Work required:
From the first line of the data below, repeat each line exactly until you reach the line with "position:absolute; left:1748px; top:822px;"; include that line too.

Saved entries
Start of Block
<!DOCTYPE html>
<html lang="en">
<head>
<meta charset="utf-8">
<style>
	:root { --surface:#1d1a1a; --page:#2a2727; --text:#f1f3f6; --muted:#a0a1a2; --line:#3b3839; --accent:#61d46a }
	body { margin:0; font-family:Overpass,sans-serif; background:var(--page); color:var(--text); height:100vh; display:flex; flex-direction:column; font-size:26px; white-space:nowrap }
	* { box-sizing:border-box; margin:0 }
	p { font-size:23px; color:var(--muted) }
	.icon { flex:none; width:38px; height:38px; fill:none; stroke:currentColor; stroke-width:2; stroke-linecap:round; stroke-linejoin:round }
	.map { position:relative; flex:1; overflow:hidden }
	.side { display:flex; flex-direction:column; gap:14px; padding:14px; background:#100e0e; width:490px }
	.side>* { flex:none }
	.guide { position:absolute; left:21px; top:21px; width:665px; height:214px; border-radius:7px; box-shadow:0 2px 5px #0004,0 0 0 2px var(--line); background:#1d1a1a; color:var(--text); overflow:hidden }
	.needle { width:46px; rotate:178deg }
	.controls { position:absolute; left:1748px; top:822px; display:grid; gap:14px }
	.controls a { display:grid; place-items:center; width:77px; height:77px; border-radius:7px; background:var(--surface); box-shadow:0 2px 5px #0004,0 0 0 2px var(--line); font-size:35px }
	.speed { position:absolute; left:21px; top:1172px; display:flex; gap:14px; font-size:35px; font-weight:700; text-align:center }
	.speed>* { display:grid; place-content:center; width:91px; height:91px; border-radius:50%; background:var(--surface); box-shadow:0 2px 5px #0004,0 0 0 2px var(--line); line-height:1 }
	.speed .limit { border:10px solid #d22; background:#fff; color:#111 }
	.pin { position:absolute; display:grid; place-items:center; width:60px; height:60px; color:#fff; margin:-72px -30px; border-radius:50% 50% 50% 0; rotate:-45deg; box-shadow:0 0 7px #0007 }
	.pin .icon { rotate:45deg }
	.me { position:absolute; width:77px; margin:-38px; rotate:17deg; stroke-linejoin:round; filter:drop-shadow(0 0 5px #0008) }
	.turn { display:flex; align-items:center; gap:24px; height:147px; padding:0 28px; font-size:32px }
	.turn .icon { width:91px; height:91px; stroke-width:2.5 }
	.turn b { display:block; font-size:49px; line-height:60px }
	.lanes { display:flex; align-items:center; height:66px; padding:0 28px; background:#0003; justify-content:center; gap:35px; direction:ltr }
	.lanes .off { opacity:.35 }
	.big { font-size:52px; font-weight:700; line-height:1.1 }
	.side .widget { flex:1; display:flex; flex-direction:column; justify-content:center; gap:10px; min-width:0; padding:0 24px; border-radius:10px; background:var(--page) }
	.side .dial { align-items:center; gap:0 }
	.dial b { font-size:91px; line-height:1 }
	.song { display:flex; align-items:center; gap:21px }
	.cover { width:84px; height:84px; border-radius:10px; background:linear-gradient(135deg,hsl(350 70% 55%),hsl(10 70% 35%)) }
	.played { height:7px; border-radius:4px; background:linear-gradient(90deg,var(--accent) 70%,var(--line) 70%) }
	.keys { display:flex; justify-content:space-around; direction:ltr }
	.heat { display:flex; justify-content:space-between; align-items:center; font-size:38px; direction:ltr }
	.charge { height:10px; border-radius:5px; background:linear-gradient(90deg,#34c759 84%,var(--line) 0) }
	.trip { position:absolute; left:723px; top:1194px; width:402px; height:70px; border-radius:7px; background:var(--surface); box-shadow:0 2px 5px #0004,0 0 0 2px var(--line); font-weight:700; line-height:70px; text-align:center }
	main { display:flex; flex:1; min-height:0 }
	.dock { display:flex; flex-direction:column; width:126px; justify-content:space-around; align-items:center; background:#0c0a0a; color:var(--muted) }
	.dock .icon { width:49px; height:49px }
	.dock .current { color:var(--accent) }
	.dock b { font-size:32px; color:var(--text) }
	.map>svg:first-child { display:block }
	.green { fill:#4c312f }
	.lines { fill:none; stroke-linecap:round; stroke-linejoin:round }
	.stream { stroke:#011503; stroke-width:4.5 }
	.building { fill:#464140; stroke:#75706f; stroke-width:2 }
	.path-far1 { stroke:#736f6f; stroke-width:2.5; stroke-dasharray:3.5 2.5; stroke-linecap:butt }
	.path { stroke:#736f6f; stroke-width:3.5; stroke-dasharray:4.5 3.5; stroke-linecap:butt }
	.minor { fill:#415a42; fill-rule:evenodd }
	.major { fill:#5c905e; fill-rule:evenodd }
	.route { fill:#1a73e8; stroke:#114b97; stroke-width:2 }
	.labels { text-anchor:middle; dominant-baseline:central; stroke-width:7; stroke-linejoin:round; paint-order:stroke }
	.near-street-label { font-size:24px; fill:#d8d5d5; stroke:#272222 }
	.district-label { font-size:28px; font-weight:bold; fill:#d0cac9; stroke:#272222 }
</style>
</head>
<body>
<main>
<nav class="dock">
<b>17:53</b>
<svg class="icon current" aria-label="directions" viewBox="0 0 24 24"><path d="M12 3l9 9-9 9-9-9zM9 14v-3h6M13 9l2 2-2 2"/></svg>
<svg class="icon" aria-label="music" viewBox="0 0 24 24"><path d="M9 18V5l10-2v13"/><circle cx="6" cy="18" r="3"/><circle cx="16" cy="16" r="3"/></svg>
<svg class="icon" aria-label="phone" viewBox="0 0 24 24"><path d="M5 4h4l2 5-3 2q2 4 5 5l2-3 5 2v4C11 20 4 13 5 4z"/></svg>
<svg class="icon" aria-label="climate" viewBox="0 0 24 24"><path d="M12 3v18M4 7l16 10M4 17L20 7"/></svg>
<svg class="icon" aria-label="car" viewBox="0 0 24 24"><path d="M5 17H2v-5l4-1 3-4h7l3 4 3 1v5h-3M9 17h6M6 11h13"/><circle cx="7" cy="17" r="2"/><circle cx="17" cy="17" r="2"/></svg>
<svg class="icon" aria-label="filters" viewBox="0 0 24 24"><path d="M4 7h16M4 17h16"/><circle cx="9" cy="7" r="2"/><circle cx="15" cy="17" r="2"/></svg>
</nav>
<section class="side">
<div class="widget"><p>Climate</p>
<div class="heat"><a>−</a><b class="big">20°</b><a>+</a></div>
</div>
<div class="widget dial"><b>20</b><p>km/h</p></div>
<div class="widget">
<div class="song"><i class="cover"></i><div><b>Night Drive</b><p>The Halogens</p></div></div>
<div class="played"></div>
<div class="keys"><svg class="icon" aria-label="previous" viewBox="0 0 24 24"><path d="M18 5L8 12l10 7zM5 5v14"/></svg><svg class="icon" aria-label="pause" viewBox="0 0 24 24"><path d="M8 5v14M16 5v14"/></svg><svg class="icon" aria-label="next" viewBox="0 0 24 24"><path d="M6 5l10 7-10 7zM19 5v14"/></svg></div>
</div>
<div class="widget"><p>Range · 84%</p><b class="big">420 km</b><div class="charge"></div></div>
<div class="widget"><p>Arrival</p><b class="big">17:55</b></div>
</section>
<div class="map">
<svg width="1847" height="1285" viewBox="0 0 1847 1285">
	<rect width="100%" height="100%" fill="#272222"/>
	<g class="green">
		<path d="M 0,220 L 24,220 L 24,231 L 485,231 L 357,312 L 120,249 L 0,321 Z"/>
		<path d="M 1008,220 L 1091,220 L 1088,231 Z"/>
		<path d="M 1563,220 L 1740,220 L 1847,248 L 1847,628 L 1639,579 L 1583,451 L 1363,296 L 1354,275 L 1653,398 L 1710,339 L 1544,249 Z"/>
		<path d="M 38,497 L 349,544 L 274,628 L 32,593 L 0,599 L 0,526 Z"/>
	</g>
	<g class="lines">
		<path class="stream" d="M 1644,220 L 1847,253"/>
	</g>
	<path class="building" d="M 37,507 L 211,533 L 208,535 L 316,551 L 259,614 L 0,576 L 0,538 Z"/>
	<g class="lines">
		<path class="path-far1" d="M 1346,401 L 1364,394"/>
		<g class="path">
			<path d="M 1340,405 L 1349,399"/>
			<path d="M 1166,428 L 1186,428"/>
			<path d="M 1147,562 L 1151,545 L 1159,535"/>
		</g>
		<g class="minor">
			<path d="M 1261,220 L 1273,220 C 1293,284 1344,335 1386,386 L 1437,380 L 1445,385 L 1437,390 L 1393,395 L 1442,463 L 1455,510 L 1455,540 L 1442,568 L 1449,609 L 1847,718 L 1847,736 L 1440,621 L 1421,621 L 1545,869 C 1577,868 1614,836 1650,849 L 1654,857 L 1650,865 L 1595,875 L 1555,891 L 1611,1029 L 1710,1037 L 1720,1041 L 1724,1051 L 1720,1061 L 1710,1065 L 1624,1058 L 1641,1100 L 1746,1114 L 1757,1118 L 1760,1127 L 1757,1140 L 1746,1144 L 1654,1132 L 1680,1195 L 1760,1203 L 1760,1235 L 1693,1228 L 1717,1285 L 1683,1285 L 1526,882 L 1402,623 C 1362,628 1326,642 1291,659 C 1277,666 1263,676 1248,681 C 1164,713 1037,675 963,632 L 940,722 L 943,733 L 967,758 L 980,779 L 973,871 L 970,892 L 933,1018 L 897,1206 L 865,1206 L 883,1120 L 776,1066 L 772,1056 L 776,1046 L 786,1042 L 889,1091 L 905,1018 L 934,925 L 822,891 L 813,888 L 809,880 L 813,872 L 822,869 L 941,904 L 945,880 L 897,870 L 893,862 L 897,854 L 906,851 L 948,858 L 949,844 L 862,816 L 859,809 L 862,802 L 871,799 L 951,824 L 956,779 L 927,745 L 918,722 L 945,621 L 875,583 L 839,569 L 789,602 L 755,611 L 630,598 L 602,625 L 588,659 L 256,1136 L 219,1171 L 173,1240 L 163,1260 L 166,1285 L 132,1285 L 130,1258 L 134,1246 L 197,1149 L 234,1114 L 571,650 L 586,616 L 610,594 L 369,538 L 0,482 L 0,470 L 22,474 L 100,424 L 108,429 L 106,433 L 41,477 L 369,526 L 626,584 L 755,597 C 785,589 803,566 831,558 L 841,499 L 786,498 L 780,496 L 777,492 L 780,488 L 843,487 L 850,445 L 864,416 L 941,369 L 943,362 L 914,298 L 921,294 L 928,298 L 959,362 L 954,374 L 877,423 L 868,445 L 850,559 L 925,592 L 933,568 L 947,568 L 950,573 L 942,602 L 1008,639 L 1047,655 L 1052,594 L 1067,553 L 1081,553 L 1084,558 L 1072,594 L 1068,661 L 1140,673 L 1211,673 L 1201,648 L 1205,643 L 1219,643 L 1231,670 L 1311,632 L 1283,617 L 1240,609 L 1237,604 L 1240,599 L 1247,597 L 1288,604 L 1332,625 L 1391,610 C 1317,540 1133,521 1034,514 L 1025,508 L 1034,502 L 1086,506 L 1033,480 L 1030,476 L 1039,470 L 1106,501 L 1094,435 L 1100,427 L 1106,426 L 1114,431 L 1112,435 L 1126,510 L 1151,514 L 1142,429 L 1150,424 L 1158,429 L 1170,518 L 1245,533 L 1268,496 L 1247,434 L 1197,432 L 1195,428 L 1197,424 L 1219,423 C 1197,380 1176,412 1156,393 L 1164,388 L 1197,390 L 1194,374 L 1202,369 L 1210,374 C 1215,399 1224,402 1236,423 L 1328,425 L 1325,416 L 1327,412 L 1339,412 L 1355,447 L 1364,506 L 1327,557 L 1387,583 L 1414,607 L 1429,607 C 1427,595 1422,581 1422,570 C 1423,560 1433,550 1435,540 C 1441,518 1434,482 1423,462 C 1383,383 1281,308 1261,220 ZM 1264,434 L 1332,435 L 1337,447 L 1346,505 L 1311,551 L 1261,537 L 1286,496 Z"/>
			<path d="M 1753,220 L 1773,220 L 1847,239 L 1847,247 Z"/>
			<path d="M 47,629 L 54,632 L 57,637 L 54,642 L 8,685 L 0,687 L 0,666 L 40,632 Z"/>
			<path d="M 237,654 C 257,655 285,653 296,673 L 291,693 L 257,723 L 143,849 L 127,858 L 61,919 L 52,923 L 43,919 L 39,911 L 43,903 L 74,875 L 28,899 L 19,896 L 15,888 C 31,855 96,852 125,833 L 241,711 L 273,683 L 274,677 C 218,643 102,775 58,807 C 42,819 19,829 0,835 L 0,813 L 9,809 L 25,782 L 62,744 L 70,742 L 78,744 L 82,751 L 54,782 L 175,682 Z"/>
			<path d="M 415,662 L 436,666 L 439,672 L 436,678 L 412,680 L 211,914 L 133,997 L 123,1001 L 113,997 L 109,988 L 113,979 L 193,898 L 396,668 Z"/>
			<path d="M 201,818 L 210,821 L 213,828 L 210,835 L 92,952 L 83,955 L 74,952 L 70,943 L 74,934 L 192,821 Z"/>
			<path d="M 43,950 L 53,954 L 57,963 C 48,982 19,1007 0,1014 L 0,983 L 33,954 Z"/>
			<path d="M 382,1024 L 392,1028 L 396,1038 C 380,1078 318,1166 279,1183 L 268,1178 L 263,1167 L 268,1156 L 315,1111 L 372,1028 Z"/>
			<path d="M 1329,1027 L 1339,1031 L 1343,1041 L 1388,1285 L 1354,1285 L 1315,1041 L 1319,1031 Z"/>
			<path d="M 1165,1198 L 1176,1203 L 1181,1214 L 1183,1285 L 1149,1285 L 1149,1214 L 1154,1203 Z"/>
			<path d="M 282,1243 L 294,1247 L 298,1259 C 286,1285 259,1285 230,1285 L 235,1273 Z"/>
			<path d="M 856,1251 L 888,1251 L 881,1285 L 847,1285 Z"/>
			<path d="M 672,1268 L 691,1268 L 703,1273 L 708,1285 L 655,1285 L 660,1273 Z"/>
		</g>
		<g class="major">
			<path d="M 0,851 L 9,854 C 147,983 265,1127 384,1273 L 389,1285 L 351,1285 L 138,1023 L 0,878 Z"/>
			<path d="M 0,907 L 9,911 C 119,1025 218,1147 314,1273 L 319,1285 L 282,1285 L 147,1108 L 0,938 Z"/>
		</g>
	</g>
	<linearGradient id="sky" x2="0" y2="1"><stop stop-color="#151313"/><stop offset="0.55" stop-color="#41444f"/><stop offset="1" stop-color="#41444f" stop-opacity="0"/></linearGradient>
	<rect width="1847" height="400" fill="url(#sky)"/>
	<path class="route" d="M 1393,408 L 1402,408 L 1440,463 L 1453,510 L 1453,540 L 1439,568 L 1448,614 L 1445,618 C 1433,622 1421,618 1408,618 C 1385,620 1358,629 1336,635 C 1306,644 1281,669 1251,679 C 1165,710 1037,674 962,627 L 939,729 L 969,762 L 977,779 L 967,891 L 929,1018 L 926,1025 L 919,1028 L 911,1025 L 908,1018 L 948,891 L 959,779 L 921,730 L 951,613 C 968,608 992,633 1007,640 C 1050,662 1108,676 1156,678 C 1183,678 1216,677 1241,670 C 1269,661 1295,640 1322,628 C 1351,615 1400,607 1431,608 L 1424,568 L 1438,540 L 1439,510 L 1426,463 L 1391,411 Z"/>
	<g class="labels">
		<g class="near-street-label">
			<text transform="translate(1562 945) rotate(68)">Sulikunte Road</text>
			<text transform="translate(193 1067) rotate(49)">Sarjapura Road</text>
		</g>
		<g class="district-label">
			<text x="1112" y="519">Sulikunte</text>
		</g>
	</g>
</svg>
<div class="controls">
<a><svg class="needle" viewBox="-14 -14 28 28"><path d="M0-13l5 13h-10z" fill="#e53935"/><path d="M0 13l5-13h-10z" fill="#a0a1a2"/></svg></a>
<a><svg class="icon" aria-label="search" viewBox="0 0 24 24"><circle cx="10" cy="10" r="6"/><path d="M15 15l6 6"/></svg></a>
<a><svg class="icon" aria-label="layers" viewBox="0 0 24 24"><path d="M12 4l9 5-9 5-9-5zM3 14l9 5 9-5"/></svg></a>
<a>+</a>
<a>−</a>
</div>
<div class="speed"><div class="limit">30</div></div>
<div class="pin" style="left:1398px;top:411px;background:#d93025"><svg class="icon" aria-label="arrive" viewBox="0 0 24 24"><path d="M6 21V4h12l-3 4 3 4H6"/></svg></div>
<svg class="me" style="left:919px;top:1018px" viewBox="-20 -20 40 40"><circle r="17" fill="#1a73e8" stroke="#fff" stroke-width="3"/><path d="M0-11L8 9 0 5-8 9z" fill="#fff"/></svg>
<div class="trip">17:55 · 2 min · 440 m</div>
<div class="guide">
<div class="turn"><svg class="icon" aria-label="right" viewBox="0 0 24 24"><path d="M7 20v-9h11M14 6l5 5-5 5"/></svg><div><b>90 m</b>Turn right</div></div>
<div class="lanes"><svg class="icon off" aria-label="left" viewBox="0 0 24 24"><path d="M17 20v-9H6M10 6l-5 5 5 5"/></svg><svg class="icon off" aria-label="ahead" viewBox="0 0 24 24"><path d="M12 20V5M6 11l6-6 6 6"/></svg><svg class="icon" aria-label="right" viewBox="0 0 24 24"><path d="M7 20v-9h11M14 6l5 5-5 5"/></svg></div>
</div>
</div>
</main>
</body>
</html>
End of Block
Answer to this problem:
<!DOCTYPE html>
<html lang="en">
<head>
<meta charset="utf-8">
<style>
	:root { --surface:#1d1a1a; --page:#2a2727; --text:#f1f3f6; --muted:#a0a1a2; --line:#3b3839; --accent:#61d46a }
	body { margin:0; font-family:Overpass,sans-serif; background:var(--page); color:var(--text); height:100vh; display:flex; flex-direction:column; font-size:26px; white-space:nowrap }
	* { box-sizing:border-box; margin:0 }
	p { font-size:23px; color:var(--muted) }
	.icon { flex:none; width:38px; height:38px; fill:none; stroke:currentColor; stroke-width:2; stroke-linecap:round; stroke-linejoin:round }
	.map { position:relative; flex:1; overflow:hidden }
	.side { display:flex; flex-direction:column; gap:14px; padding:14px; background:#100e0e; width:490px }
	.side>* { flex:none }
	.guide { position:absolute; left:21px; top:21px; width:665px; height:214px; border-radius:7px; box-shadow:0 2px 5px #0004,0 0 0 2px var(--line); background:#1d1a1a; color:var(--text); overflow:hidden }
	.needle { width:46px; rotate:178deg }
	.controls { position:absolute; left:1748px; top:822px; display:grid; gap:14px }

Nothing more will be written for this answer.